(RECORDS SHOWN):
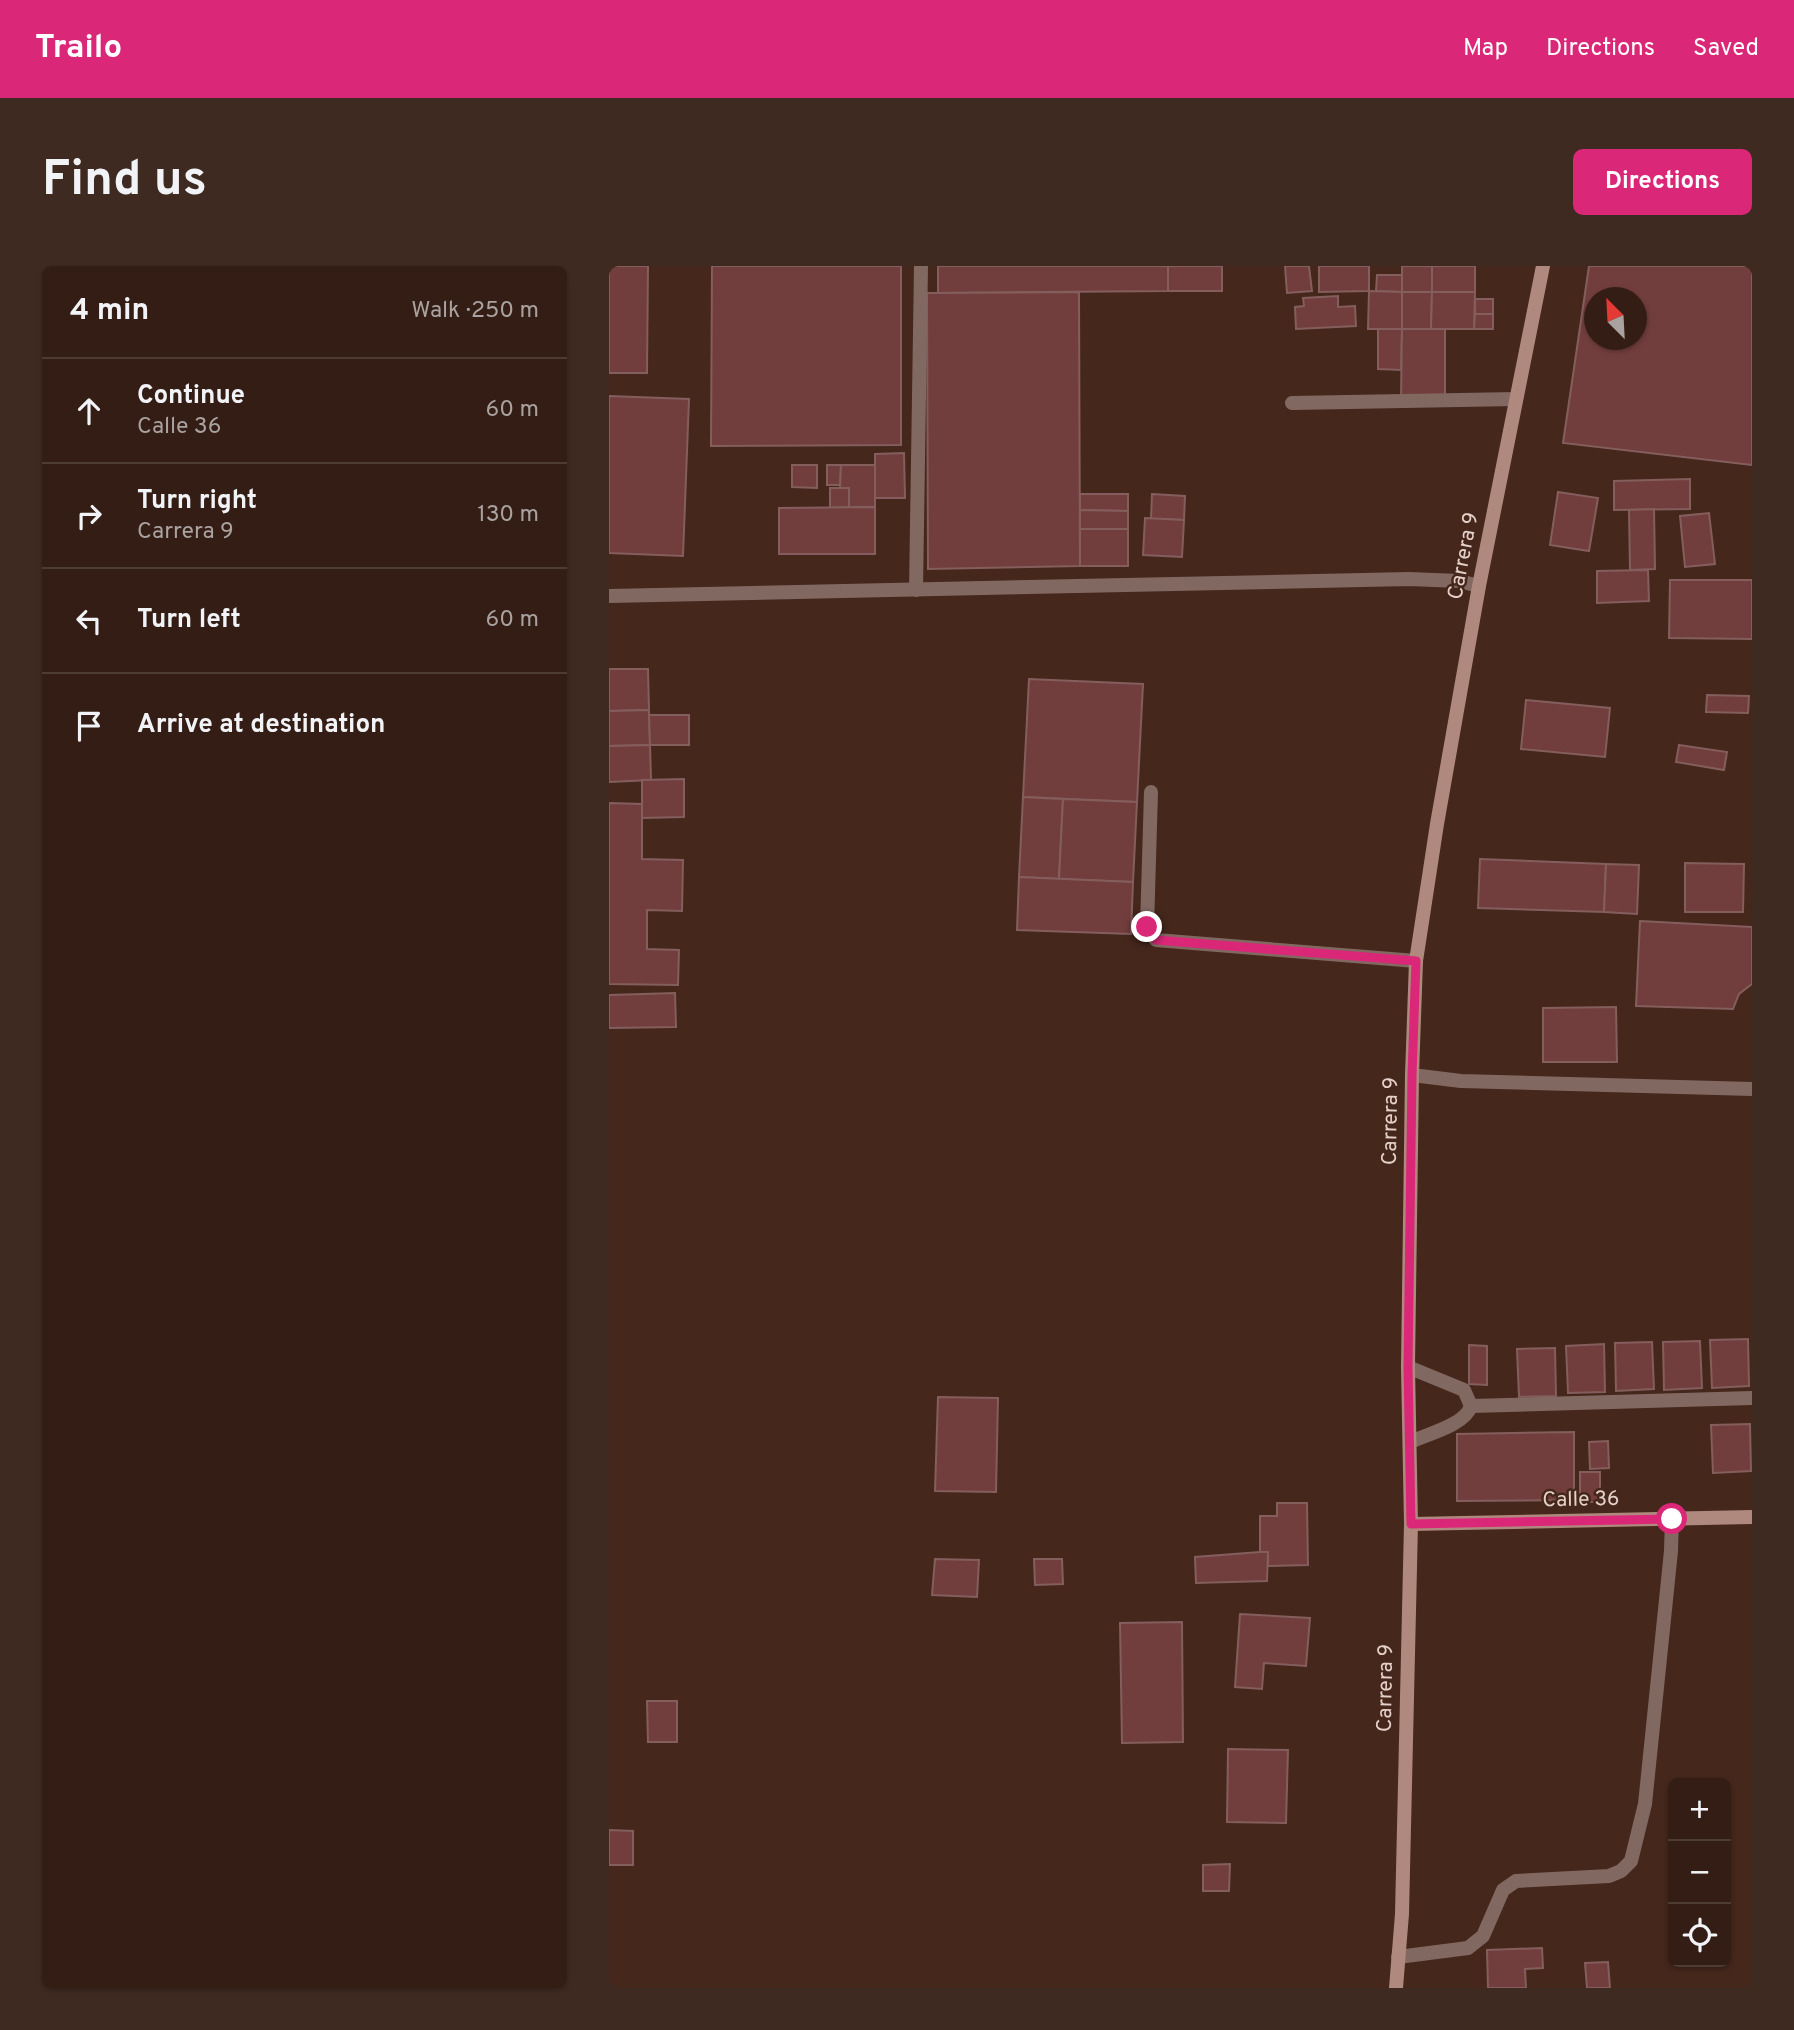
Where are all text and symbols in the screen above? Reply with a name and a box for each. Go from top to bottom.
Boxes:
text: Trailo [35,28,122,70]
text: Map [1463,34,1508,64]
text: Directions [1546,34,1655,64]
text: Saved [1693,34,1759,64]
button: Directions [1573,149,1752,215]
text: Find us [42,151,207,213]
north arrow [1584,287,1647,350]
text: 4 min [70,293,149,330]
text: Walk · 250 m [411,297,539,326]
text: Continue [137,380,245,413]
icon: ahead [70,392,108,430]
text: 60 m [486,396,539,425]
text: Calle 36 [137,413,221,442]
text: Turn right [137,485,257,518]
icon: right [70,497,108,535]
text: 130 m [477,501,539,530]
street label: Carrera 9 [1442,510,1486,602]
text: Carrera 9 [137,518,234,547]
icon: left [70,602,108,640]
text: Turn left [137,604,241,637]
text: 60 m [486,606,539,635]
icon: arrive [70,707,108,745]
text: Arrive at destination [137,709,385,742]
route end [1131,911,1162,942]
street label: Carrera 9 [1377,1077,1405,1165]
street label: Calle 36 [1542,1486,1620,1514]
route start [1656,1503,1687,1534]
street label: Carrera 9 [1372,1644,1400,1732]
map controls [1668,1778,1731,1967]
button: + [1668,1778,1731,1841]
button: − [1668,1841,1731,1904]
button: locate [1668,1904,1731,1967]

(EXERCISE):
Give the entries again word for word, but skip the pictures.

(SOLUTION FOR THIS EXERCISE):
Where are all text and symbols in the screen above? Reply with a name and a box for each. Go from top to bottom.
Boxes:
text: Trailo [35,28,122,70]
text: Map [1463,34,1508,64]
text: Directions [1546,34,1655,64]
text: Saved [1693,34,1759,64]
button: Directions [1573,149,1752,215]
text: Find us [42,151,207,213]
north arrow [1584,287,1647,350]
text: 4 min [70,293,149,330]
text: Walk · 250 m [411,297,539,326]
text: Continue [137,380,245,413]
icon: ahead [70,392,108,430]
text: 60 m [486,396,539,425]
text: Calle 36 [137,413,221,442]
text: Turn right [137,485,257,518]
icon: right [70,497,108,535]
text: 130 m [477,501,539,530]
street label: Carrera 9 [1442,510,1486,602]
text: Carrera 9 [137,518,234,547]
icon: left [70,602,108,640]
text: Turn left [137,604,241,637]
text: 60 m [486,606,539,635]
icon: arrive [70,707,108,745]
text: Arrive at destination [137,709,385,742]
route end [1131,911,1162,942]
street label: Carrera 9 [1377,1077,1405,1165]
street label: Calle 36 [1542,1486,1620,1514]
route start [1656,1503,1687,1534]
street label: Carrera 9 [1372,1644,1400,1732]
map controls [1668,1778,1731,1967]
button: + [1668,1778,1731,1841]
button: − [1668,1841,1731,1904]
button: locate [1668,1904,1731,1967]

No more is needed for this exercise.